United States District Court, N.D. Illinois, Eastern Division
Dec 20, 2004
No. 04 C 6179 (N.D. Ill. Dec. 20, 2004)

Opinion

No. 04 C 6179.

December 20, 2004


MEMORANDUM OPINION AND ORDER


Plaintiff Household International, Inc. ("Household") filed in the Circuit Court of Cook County Illinois a three-count complaint for declaratory judgment against defendant Simonds Industries, Inc. ("Simonds"). Simonds removed the case to federal court, and Household filed a motion to remand the proceedings to state court. For the reasons set forth below, the Court grants the motion and remands the case to state court.

I. Background

According to the allegations in plaintiff's complaint, both plaintiff and defendant are Delaware corporations. Plaintiff alleges that Household Manufacturing, Inc. ("HMI"), a subsidiary of Household, sold assets and liabilities of a business to Simonds. Under the sale agreement (the "PSA"), HMI agreed, among other things, (a) to take certain remedial action with respect to certain environmental issues at certain sites and (b) to indemnify Simonds for certain environmental matters. In a subsequent transaction (the "RDA"), HMI became a wholly owned subsidiary of Eljer Industries, Inc. ("Eljer"). Plaintiff alleges that under the RDA, Eljer retained the contractual liabilities of the PSA, and Household agreed to indemnify Eljer for those liabilities.

The plaintiff's complaint also alleges that in 2001, the State of Ohio filed a complaint against Simonds seeking penalties and injunctive relief based on environmental conditions at a site covered by the PSA and the RDA. Plaintiff alleges that in June 2003, Simonds and the State of Ohio entered a consent decree, in which Simonds agreed to take remedial action with respect to certain aspects of the site. According to the plaintiff's complaint, Simonds demanded reimbursement from Household for expenses it incurred taking remedial action at the site. In its complaint, Household seeks a declaration that it is not required, under either the PSA or the RDA, to reimburse Simonds for any expenses Simonds incurs cleaning up the relevant site under the 2003 consent decree. Household also seeks a declaration that in signing the PSA, Simonds agreed not to seek contribution from Household under common law or under any state or federal statutes.
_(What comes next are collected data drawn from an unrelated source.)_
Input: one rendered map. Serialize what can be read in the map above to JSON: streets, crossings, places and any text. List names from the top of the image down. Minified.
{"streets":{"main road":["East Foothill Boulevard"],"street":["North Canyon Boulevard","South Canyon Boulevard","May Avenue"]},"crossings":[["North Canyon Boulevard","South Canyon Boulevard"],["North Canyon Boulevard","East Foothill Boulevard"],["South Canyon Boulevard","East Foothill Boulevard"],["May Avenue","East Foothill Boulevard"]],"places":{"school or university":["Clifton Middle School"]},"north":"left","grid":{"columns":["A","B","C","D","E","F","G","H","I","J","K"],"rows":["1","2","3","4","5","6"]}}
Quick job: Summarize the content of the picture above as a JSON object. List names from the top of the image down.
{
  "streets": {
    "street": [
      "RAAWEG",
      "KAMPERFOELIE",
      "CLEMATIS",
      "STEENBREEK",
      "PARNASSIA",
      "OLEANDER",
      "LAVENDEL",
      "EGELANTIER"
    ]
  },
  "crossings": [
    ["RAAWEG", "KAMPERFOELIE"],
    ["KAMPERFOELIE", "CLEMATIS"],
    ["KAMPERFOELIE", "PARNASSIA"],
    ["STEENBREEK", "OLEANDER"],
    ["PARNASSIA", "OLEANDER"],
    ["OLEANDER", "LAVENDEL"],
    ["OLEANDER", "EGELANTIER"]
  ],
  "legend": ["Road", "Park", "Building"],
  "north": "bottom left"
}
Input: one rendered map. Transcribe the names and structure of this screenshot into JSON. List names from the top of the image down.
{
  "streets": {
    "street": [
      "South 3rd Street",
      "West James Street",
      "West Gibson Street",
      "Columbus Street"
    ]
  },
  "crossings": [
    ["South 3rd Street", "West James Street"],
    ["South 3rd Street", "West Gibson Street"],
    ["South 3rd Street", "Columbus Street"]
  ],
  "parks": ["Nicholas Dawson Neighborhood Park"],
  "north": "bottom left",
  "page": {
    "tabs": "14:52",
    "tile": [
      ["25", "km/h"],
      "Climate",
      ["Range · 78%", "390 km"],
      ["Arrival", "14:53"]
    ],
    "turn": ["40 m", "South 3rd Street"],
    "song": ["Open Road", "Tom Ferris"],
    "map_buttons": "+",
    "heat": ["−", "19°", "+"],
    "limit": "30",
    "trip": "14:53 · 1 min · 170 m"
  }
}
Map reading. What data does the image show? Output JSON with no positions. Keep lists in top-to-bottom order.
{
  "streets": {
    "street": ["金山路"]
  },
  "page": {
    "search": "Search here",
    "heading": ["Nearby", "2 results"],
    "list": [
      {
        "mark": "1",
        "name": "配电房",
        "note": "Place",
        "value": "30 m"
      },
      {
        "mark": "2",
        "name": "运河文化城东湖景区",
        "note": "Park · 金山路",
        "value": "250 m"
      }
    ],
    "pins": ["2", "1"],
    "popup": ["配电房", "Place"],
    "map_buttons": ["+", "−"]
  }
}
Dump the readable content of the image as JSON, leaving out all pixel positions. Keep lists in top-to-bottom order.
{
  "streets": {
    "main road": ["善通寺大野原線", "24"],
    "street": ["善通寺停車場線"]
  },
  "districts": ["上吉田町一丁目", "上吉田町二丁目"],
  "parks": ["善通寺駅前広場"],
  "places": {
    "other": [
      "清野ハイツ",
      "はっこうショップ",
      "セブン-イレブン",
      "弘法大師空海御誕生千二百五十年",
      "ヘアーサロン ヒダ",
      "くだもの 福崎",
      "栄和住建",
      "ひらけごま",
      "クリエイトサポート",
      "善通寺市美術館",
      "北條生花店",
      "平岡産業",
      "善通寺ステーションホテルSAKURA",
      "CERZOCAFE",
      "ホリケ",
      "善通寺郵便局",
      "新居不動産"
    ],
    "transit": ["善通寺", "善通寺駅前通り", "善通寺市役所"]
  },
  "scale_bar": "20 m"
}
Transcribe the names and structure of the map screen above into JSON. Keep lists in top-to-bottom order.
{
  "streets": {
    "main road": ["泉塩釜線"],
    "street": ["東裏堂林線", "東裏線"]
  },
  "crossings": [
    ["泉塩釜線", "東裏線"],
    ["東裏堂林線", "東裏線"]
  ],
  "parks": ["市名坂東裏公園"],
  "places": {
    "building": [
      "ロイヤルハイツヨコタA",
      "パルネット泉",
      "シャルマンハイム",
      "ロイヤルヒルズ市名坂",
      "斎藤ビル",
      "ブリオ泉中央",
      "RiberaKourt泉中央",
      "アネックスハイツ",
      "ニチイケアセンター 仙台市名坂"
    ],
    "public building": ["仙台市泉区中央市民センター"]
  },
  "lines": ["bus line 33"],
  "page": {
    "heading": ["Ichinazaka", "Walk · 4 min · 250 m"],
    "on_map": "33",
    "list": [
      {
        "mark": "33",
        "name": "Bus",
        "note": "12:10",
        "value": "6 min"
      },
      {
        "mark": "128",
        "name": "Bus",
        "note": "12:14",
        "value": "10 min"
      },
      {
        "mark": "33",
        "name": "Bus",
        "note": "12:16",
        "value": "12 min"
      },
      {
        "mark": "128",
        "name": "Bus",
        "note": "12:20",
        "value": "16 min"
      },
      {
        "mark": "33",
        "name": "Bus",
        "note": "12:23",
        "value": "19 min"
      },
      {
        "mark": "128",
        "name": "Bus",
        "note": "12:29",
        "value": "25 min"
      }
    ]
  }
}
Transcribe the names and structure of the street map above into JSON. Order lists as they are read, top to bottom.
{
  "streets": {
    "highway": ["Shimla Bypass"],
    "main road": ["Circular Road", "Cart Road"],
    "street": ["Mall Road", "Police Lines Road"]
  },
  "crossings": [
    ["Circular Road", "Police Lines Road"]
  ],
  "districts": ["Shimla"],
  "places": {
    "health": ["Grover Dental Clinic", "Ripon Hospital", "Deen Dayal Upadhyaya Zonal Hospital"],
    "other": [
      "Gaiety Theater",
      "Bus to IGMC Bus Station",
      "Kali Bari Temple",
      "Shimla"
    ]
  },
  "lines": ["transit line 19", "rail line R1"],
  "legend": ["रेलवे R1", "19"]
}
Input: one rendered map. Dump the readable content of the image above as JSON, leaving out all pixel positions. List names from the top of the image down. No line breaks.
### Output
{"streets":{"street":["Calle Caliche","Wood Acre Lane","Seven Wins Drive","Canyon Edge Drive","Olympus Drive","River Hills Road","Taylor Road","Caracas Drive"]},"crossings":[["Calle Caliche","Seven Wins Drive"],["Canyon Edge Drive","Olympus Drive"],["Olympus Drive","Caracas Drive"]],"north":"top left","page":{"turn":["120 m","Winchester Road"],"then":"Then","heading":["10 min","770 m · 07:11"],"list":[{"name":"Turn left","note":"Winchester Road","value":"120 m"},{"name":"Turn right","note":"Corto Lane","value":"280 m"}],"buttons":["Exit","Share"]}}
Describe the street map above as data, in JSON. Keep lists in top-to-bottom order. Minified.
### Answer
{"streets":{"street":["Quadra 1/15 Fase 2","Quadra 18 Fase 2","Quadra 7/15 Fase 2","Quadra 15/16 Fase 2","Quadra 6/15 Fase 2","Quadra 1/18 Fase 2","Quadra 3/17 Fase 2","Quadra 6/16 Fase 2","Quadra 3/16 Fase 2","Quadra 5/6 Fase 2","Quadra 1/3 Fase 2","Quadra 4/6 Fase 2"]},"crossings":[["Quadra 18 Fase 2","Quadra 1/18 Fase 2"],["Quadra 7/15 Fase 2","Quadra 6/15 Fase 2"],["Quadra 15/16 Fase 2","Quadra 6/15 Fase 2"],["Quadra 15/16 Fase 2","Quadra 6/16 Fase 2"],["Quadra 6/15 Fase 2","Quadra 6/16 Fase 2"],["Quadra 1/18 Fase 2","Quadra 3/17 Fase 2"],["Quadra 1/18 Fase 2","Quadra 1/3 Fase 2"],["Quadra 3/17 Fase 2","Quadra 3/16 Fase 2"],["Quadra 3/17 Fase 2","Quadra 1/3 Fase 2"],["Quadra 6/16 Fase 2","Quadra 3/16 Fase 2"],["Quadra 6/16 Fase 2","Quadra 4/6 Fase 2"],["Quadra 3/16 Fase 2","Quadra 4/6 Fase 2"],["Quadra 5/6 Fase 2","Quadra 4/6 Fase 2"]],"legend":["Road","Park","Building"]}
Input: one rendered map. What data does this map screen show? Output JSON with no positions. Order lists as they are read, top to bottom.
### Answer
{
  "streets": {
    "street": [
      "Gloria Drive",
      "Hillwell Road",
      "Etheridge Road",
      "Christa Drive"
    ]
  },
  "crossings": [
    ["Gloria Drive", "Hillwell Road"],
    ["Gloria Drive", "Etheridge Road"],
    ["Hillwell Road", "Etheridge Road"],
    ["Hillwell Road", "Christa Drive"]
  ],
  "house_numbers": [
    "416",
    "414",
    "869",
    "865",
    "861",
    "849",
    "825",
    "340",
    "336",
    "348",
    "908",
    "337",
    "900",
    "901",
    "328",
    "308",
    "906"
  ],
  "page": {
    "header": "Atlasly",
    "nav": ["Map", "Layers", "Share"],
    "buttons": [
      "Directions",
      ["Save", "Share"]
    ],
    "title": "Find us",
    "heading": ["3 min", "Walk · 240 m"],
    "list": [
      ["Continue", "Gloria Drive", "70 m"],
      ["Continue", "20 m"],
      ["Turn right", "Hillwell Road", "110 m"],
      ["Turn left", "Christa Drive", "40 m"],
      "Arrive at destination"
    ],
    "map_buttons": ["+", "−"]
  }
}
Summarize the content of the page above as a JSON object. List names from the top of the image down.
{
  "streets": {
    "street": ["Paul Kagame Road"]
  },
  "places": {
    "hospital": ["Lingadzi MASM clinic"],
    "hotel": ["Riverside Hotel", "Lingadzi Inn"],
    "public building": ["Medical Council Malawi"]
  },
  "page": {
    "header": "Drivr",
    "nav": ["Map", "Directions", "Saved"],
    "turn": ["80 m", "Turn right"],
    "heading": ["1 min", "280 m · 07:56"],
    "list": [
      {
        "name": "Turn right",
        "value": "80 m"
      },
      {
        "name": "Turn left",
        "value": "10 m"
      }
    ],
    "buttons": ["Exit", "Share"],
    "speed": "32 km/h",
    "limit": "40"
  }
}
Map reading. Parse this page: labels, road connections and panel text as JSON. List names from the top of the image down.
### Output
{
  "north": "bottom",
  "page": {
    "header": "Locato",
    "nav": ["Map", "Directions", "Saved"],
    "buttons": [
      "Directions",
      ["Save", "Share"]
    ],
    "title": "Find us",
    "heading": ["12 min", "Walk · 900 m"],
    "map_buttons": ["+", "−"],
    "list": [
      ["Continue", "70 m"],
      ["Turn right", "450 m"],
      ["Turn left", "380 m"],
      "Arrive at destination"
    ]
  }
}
In its response brief, defendant Simonds argues that before Household filed suit against Simonds, Simonds sent Household a letter in which Simonds threatened to file suit against Household. Simonds further asserts that it provided to Household a copy of Simonds's threatened complaint and that the complaint included two causes of action under the Comprehensive Environmental Relief and Revitalization Act ("CERCLA"), a federal statute. Simonds further asserts that instead of responding to Simonds's threat of federal litigation, Household raced to the state courthouse to file suit there before Simonds could file in federal court.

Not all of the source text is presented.